Visualindonesia.com,-
Ada pelarian yang tak butuh paspor mimpi, cukup lidah dan rasa penasaran. Australia Barat bukan hanya hamparan tebing merah dan samudra biru, melainkan panggung rasa yang liar sekaligus membelai.
Dari hidangan laut yang masih berbau ombak hingga gelas kopi spesial yang diseduh penuh cinta, kawasan ini siap membawa wisatawan Indonesia brunch date sambil menjelajahi cita rasa yang nggak mainstream.
Buat para pencinta kuliner yang doyan eksplorasi lewat perut, Australia Barat itu kayak harta karun tersembunyi. Wilayah ini punya perpaduan unik antara rasa yang familiar di lidah Asia dan sentuhan lokal yang segar banget. Nggak heran kalau makin banyak travel foodie dari Indonesia yang ngantre buat nyobain langsung.

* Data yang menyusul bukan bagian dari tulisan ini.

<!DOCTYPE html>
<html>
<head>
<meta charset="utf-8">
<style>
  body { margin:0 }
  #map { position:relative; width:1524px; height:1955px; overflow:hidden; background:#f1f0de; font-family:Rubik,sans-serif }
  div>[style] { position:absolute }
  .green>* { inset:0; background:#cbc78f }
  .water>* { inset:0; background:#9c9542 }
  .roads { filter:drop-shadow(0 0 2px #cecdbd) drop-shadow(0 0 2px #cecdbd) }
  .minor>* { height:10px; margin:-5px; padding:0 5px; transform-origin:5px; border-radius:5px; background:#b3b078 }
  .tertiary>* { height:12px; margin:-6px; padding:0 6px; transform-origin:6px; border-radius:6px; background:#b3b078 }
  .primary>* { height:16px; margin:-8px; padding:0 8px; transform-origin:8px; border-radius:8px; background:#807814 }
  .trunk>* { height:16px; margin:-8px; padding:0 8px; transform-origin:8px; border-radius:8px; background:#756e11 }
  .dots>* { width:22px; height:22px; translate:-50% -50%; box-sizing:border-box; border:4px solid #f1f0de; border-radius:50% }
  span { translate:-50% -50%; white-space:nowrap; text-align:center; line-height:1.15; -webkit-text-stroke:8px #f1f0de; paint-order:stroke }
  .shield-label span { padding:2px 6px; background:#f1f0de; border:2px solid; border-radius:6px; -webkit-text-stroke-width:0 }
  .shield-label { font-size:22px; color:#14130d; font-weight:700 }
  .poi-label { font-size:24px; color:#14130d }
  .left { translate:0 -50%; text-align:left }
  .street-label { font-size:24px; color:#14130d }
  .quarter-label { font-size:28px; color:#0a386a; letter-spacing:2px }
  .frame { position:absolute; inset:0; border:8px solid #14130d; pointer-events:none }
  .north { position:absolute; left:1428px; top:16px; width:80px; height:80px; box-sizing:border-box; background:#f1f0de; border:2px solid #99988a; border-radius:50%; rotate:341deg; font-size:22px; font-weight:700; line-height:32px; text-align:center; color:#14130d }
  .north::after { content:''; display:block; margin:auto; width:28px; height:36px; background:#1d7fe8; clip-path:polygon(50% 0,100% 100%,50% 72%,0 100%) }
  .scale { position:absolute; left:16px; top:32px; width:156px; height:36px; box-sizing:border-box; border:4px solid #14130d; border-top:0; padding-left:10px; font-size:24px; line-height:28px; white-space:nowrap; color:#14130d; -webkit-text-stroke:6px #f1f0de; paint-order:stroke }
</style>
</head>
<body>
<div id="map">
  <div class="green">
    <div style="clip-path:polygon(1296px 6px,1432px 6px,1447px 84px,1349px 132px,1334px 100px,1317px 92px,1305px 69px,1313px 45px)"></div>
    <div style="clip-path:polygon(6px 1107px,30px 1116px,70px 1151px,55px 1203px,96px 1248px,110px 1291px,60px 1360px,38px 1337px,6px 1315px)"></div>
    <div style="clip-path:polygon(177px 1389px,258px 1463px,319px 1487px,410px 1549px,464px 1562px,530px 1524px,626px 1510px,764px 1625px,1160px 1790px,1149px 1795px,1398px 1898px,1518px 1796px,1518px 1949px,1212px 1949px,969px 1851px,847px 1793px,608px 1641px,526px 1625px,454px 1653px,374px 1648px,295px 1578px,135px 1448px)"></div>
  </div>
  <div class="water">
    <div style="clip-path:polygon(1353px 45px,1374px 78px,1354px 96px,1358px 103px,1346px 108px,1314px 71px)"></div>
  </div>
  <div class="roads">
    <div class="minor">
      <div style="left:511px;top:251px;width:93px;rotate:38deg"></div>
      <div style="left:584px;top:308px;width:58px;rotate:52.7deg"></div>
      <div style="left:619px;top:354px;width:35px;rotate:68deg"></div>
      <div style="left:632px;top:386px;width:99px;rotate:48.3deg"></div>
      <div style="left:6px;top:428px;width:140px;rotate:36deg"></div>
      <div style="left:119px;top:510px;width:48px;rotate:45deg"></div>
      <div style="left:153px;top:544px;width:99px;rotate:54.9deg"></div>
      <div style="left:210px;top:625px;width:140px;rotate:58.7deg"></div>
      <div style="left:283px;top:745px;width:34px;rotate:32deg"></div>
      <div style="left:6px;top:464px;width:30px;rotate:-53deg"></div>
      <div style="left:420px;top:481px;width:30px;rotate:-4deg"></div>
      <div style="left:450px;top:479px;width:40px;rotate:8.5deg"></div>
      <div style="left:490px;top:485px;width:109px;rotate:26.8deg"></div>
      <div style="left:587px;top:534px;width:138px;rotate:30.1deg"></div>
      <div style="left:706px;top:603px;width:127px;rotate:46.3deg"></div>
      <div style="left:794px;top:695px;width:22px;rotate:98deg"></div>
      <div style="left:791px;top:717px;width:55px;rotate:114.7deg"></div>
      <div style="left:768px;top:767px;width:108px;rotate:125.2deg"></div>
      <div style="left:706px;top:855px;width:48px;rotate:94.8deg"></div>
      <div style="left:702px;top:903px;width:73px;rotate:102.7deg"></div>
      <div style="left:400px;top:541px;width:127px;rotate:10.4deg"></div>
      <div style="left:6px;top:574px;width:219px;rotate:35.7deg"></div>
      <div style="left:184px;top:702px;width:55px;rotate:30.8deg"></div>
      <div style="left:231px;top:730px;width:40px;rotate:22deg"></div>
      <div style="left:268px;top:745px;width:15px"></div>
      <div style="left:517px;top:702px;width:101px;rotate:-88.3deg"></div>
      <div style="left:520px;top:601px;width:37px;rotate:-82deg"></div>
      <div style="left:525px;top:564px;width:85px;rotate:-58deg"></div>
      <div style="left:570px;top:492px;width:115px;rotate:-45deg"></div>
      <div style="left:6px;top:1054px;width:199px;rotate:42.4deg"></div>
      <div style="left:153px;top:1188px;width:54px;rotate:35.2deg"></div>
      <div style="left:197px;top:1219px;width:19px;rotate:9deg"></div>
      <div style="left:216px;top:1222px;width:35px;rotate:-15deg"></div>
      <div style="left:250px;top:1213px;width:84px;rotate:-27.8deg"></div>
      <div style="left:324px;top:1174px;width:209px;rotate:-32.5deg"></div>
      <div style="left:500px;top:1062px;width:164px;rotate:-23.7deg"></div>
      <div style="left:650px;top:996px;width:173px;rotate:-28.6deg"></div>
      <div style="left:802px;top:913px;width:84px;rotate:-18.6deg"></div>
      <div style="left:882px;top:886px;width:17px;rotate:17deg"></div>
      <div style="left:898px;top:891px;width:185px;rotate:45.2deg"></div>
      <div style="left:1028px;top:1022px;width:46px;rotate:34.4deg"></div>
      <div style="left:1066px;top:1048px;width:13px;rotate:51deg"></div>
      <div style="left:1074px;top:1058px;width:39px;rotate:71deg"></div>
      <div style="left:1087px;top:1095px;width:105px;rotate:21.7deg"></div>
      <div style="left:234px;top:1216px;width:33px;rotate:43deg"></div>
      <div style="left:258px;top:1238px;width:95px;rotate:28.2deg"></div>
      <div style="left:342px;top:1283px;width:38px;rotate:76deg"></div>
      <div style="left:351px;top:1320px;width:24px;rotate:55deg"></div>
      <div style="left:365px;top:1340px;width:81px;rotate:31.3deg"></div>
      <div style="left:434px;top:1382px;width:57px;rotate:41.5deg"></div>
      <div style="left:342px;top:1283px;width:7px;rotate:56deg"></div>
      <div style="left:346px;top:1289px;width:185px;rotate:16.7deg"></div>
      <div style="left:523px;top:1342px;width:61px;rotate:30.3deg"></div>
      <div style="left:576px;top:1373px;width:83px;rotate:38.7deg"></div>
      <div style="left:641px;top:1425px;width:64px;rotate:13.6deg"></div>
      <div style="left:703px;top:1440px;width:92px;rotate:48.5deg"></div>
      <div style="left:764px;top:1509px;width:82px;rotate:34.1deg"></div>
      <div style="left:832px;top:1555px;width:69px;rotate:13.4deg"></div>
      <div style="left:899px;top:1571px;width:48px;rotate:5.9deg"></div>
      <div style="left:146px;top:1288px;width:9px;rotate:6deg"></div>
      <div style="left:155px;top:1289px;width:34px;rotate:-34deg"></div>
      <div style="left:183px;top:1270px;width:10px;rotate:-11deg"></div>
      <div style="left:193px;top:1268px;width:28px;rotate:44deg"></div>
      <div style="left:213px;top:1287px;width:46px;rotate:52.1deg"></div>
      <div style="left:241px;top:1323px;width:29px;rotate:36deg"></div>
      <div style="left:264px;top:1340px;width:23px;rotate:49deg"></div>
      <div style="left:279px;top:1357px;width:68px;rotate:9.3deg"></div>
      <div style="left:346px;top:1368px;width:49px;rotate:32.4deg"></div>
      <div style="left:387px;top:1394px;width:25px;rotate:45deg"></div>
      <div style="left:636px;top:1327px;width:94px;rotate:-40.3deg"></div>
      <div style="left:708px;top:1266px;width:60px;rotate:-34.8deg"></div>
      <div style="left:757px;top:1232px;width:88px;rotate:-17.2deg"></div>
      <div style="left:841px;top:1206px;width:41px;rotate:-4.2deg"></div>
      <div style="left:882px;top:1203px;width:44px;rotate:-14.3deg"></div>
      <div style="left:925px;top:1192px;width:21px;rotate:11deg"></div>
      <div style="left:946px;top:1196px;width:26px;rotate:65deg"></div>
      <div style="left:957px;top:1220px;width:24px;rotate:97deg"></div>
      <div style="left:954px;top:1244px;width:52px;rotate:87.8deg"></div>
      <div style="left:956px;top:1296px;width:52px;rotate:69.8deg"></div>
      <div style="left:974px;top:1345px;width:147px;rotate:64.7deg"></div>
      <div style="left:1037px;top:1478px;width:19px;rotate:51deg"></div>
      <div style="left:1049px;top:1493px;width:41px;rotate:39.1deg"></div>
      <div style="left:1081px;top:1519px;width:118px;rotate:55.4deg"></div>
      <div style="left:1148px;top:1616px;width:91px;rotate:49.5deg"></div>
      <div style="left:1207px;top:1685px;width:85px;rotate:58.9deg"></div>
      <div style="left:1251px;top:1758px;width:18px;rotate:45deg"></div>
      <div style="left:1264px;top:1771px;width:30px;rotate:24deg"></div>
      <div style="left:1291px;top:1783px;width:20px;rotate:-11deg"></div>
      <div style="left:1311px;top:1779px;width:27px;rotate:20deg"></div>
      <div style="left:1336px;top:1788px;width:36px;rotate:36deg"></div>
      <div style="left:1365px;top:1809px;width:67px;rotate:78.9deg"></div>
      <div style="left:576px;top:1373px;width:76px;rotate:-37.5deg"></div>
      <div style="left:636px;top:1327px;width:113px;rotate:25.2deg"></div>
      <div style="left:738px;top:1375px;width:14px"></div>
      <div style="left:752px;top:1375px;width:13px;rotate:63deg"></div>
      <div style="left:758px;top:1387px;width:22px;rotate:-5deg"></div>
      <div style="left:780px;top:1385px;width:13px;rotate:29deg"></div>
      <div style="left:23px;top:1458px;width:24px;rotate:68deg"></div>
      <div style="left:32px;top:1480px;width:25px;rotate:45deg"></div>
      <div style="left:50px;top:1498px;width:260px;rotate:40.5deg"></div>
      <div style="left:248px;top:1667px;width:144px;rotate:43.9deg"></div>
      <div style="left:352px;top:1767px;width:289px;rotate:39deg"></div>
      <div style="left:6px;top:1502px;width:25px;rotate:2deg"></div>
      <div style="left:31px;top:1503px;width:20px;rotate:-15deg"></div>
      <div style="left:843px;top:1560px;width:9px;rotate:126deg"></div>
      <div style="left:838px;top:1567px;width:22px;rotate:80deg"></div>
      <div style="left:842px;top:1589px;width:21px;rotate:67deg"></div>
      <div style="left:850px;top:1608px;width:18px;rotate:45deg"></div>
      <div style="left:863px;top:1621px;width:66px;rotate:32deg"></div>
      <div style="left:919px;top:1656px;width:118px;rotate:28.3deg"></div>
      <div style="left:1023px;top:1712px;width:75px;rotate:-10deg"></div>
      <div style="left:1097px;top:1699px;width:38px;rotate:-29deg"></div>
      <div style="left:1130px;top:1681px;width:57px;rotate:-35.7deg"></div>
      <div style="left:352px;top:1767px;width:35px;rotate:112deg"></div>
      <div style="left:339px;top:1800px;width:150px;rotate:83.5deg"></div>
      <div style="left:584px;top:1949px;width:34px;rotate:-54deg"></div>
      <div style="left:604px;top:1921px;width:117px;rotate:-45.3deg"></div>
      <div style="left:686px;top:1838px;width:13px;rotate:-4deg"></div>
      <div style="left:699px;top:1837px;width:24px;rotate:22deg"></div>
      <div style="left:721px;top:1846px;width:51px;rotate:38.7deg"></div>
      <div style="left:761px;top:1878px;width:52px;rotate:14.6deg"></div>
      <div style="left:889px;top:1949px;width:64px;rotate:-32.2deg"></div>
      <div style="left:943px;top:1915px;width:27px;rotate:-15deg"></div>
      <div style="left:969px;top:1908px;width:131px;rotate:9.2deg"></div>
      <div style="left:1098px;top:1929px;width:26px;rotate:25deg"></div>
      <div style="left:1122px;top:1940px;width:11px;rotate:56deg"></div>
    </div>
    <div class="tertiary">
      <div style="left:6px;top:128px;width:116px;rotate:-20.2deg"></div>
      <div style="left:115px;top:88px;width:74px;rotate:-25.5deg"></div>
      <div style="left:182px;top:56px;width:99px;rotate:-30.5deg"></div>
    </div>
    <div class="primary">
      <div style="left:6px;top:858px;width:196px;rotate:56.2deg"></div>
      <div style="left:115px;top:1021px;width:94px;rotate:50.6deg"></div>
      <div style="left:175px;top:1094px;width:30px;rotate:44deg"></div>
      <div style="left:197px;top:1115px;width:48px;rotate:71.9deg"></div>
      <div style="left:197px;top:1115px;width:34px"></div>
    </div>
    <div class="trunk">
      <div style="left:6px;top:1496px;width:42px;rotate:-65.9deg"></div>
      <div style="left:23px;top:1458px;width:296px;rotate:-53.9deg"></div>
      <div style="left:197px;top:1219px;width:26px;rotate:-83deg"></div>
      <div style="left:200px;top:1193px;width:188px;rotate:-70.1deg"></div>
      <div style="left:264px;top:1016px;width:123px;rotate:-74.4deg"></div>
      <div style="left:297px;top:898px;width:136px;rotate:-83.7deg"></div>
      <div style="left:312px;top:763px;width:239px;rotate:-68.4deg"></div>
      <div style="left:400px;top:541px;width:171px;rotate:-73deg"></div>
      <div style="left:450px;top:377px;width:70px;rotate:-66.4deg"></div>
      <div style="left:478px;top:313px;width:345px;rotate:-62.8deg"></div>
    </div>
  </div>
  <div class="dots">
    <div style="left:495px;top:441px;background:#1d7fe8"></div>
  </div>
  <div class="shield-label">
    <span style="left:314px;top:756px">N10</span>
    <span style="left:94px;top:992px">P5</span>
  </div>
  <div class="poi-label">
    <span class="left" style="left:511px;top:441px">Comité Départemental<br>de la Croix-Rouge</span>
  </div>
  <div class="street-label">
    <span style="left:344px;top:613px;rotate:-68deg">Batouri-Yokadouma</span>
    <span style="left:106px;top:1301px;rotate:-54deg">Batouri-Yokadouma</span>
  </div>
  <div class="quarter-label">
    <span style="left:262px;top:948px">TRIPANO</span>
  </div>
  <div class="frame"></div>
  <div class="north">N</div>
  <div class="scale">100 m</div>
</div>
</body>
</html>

Pertama, singgahlah ke Kailis Fish Market Cafe di Fremantle, kota pelabuhan yang dinamis abis. Tempat ikonik ini terkenal jualan hasil laut paling oke se Australia Barat. Menu andalannya? Western Rock Lobster dan ikan bakar yang langsung ditangkap dari pesisir, dijamin bikin lo lupa sama restoran seafood di mal.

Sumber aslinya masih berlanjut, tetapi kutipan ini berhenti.